TRUC is a new evaluation conference series that will build the infrastructure required for evaluating aspects of trustworthiness in AI systems. TRUC is distinct from, but related to, the NIST AI Risk Management Framework effort. The purpose of the framework is to provide guidance on managing the risks associated with the use of artificial intelligence. The goal of TRUC is to identify risk/harms of systems developed to perform selected tasks before such systems are deployed and to define (and eventually create) data sets and evaluation infrastructure that will allow system builders to detect the extent to which their system exhibits those harms. Experience suggests that such infrastructure will support the development of better---more trustworthy---systems for those tasks.

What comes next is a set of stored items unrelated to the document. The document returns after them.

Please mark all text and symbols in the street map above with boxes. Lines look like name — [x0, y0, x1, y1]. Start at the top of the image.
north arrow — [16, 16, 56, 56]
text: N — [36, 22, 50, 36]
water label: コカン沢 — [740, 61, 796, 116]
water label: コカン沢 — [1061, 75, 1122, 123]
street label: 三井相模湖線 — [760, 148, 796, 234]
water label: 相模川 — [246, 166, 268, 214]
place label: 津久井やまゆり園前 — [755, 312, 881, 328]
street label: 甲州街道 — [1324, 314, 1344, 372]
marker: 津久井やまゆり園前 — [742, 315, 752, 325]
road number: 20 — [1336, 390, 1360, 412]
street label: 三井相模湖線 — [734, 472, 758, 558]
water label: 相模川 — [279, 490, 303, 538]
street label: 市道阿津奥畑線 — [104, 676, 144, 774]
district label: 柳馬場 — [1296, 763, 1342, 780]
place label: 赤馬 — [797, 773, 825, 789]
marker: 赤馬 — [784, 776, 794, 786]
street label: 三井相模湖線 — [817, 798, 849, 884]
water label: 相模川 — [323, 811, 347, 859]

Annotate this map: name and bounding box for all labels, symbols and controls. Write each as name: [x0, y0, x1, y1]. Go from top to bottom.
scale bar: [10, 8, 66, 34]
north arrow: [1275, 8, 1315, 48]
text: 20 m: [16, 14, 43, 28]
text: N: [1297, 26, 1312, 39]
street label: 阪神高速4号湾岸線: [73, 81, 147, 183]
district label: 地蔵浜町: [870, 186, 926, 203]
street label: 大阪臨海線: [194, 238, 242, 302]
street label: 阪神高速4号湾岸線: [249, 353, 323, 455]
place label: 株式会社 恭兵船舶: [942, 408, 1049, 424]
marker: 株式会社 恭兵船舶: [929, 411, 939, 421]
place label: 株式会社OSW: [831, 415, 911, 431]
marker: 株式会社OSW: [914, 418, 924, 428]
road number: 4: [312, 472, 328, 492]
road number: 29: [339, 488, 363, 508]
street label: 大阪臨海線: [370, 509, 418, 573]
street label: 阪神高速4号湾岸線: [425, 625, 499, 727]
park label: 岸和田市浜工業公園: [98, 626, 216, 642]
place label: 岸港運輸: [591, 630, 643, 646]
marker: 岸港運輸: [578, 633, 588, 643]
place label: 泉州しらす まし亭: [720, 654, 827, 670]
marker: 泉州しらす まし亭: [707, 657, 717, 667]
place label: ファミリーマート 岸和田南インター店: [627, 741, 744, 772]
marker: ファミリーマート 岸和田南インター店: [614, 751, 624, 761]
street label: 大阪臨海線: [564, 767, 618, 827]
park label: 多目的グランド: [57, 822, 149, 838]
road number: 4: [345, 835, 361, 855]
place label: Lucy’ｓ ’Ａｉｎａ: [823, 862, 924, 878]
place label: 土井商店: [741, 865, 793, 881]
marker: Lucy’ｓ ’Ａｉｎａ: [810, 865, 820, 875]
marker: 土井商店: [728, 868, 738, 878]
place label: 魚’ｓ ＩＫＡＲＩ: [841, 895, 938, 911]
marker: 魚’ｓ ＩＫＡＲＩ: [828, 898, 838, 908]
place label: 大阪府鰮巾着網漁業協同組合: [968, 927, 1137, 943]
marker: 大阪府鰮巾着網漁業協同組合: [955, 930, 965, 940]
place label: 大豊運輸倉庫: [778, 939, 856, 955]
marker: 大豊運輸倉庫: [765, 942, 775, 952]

This initial workshop in the series will be a planning workshop consisting of three separate tracks, each track focused on a different task: an automated employment decision track, a track focused on automatic language translation within the context of international border crossings, and a track focused on the management of consumer health (mis)information. Within each track attendees will participate in a roundtable discussion to identify the most salient potential harm(s) an automated system for the task is likely to engender, and to define an evaluation protocol, including necessary data resources, that measures the extent to which a given system exhibits harmful behavior. Workshops in subsequent years will implement the protocols providing community evaluations for the target tasks. (TRUC is being patterned after the Text REtrieval Conference (TREC) series that have successfully supported research on information retrieval through community evaluations.)
The meeting will run from 9:00am to 5:00pm EDT with a lunch break from 12:00-1:45pm each day.